All Covered Persons and Related Persons must notify the Chief Financial Officer of any proposed gift or donation of Company Securities or any proposed commitment to give or donate any Company Securities at least two business days before the date of such proposed gift, donation or commitment. If the proposed gift, trade or commitment raises insider trading concerns or other concerns under the federal or state securities laws and regulations, the Chief Financial Officer may impose a temporary block on such gift, donation or commitment.
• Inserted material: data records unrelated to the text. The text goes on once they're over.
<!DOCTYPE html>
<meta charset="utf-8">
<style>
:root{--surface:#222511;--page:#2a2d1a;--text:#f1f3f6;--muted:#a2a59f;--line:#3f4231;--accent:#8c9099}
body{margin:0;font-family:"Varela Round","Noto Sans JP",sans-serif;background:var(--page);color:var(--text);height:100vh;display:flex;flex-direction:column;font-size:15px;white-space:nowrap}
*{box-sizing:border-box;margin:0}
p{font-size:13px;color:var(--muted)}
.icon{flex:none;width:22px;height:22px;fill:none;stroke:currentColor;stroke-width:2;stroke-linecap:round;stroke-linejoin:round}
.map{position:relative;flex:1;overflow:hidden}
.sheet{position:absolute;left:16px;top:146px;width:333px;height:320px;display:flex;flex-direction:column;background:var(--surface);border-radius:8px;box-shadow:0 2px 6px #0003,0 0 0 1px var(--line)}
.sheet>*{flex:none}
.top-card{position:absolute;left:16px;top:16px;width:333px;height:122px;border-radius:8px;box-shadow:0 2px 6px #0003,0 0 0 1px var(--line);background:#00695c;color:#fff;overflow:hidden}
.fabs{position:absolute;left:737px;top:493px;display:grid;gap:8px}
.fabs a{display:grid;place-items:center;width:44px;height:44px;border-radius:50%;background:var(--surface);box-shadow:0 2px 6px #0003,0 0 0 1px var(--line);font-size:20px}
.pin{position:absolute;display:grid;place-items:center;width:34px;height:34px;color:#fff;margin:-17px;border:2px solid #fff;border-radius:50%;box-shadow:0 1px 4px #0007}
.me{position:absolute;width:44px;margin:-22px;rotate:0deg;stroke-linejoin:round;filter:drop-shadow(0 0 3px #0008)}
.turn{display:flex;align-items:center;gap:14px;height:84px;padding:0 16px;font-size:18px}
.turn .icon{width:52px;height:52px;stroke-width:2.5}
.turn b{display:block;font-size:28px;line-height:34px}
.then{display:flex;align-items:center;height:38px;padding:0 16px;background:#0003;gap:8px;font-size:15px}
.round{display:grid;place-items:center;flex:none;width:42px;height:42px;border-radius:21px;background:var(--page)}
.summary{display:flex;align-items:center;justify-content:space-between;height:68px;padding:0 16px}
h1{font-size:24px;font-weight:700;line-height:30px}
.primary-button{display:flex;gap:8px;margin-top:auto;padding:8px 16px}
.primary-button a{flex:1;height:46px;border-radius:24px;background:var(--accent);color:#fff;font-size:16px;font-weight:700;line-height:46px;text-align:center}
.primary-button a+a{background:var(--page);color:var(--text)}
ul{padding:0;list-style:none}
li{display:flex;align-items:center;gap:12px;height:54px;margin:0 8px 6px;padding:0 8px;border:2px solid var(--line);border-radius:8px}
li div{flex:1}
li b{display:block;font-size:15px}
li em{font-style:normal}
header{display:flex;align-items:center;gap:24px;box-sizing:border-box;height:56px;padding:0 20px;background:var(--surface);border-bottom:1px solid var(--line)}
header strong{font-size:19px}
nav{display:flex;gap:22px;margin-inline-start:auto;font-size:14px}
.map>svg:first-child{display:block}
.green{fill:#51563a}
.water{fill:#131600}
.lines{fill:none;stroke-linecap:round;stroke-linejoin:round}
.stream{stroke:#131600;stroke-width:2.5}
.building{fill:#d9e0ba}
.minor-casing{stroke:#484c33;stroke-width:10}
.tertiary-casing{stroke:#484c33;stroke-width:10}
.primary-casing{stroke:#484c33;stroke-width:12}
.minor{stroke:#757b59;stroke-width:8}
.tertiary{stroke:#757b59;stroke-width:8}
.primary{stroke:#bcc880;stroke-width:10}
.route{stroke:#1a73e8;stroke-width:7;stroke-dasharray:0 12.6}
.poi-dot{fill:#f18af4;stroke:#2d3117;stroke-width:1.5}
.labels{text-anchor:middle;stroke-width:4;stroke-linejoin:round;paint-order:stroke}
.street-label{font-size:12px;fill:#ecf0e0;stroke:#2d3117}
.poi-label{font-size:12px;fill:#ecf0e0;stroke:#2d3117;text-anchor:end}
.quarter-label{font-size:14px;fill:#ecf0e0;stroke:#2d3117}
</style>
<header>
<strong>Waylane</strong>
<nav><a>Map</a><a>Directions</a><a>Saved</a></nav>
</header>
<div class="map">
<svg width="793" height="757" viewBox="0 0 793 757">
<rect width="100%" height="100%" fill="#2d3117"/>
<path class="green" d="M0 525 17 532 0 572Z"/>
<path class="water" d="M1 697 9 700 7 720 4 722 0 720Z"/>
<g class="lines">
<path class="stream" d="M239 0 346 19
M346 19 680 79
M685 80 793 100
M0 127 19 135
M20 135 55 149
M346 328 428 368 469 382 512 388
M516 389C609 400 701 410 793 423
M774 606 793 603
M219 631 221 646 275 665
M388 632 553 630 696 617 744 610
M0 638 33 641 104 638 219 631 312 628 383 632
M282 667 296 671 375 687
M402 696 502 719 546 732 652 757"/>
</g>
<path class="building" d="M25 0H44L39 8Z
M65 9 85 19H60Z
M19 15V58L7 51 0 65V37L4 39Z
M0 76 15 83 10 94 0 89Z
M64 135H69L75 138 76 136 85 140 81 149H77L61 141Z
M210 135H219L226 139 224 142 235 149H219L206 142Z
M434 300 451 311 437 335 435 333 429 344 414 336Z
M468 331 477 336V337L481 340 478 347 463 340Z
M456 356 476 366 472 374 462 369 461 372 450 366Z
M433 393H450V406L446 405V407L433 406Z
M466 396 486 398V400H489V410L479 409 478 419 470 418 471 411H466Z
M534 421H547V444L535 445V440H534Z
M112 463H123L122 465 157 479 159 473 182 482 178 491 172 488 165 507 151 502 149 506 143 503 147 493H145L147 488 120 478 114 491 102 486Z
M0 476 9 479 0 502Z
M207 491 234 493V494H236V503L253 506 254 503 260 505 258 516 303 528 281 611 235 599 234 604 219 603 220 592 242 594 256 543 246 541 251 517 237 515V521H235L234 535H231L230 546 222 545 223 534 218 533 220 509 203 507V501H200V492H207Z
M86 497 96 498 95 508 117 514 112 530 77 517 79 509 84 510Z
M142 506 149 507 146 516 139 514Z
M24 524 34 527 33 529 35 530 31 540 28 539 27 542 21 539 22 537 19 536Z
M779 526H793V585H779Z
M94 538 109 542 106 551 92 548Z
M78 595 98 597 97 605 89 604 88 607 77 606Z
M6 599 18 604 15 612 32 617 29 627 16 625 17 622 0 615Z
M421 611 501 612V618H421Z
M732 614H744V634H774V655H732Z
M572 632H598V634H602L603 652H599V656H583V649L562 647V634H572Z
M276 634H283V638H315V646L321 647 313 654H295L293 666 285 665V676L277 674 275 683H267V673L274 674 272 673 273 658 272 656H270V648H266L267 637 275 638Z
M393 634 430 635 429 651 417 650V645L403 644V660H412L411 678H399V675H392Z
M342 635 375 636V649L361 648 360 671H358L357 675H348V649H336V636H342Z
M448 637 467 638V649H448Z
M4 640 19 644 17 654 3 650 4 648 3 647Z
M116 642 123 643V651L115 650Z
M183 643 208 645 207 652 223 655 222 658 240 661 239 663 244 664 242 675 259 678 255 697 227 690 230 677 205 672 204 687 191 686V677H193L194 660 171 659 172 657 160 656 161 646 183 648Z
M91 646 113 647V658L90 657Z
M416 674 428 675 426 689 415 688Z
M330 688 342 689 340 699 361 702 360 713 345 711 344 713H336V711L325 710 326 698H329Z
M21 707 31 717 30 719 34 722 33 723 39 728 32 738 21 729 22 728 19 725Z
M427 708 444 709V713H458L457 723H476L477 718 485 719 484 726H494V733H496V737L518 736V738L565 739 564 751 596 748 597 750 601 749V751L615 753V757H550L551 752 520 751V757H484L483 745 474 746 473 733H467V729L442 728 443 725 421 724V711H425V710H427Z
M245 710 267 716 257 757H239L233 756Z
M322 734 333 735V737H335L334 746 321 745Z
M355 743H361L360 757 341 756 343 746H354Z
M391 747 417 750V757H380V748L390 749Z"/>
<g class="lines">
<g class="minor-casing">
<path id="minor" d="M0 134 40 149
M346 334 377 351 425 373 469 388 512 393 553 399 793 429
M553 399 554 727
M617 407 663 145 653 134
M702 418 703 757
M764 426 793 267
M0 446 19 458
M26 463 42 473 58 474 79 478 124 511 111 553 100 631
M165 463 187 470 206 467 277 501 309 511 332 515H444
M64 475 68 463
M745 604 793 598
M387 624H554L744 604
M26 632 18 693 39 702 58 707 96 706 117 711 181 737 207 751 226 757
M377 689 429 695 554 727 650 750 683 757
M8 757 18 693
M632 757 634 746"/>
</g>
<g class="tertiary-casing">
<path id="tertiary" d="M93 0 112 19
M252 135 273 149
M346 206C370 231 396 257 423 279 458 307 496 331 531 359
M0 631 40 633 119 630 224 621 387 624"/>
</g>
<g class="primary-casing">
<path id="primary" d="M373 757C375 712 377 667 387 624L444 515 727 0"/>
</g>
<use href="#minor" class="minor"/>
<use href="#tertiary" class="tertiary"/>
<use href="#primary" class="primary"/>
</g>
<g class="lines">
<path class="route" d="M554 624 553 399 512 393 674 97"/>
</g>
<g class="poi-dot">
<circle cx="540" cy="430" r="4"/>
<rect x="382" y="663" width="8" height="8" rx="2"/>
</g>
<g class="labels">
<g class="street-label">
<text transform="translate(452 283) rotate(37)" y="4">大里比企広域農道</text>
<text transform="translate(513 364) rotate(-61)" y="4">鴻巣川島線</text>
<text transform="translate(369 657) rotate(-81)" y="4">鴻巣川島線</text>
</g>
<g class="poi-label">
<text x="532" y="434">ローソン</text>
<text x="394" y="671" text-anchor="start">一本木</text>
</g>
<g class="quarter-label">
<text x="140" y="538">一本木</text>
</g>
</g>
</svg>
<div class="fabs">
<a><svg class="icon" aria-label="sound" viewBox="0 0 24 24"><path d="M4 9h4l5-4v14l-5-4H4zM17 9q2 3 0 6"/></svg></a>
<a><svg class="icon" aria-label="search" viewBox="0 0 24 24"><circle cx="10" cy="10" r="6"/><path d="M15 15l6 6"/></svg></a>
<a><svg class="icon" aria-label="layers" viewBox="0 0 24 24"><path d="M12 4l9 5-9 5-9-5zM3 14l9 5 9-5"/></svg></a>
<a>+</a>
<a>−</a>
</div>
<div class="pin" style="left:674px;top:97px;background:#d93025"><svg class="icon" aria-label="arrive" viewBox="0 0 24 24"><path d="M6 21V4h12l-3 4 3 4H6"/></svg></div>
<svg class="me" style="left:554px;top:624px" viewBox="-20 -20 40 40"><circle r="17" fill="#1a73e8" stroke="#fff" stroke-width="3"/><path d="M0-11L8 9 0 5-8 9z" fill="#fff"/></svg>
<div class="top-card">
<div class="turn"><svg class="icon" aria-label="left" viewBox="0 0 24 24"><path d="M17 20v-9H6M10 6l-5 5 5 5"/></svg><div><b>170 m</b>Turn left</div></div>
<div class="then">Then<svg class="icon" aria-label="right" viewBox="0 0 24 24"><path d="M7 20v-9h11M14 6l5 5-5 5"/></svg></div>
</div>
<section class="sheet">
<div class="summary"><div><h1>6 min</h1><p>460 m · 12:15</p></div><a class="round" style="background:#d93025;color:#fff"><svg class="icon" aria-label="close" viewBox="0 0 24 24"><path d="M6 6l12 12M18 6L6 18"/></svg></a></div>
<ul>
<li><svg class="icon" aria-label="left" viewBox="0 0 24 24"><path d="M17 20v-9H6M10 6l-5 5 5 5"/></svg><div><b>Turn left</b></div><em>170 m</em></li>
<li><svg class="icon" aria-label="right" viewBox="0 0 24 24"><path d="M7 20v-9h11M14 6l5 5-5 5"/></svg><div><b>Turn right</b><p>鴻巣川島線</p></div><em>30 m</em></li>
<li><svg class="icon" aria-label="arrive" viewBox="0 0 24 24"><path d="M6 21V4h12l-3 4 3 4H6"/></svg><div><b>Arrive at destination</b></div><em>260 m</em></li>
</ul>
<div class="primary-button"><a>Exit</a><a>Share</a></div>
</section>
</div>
Any temporary block issued by the Chief Financial Officer

shall extend for only as long as is absolutely necessary to address the applicable concerns.

 

E. Use of Company Securities as Collateral

 

The Company strongly discourages any Covered Persons or Related Persons from using any Company Securities as security or collateral for any debt or obligation, including purchasing Company Securities on margin or holding Company Securities in a margin account. Prior clearance is required from the Board of Directors before any Covered Person or Related Person may use any Company Securities as security or collateral for any debt or obligation, including holding Company Securities in a margin account, and purchasing Company Securities on margin.

 

Notwithstanding the foregoing, no Covered Person or Related Person will be deemed to be in breach of this Policy solely by virtue of his or her:

 

 

holding Company Securities in an existing margin account in effect prior to the Board’s adoption of this Policy in September 2017 or prior to such person becoming a Covered Person or Related Person, so long as such person takes reasonable steps to segregate such securities into a separate, non-marginable account at his or her earliest convenience, or

 

 

otherwise continuing to use Company Securities as collateral for a debt or obligation if such arrangement was in effect prior to the Board’s adoption of this Policy in September 2017 or prior to such person becoming a Covered Person or Related Person, so long as such person takes reasonable steps to disencumber such securities, unwind such debt or other obligation or otherwise provide substitute collateral (not consisting of Company Securities) therefor at his or her earliest convenience.

 

VII. Delegation and Authority

 

The Chief Financial Officer may delegate his or her authority under this Policy from time to time to another officer or to the Board of Directors of the Company or any committee thereof when he or she deems appropriate and in the best interest of the Company.

 

With respect to transactions by the Chief Executive Officer or the Chief Financial Officer or any Related Person of such officer, the Chief Financial Officer’s authority under this Policy shall be delegated to the Board of Directors or any committee thereof.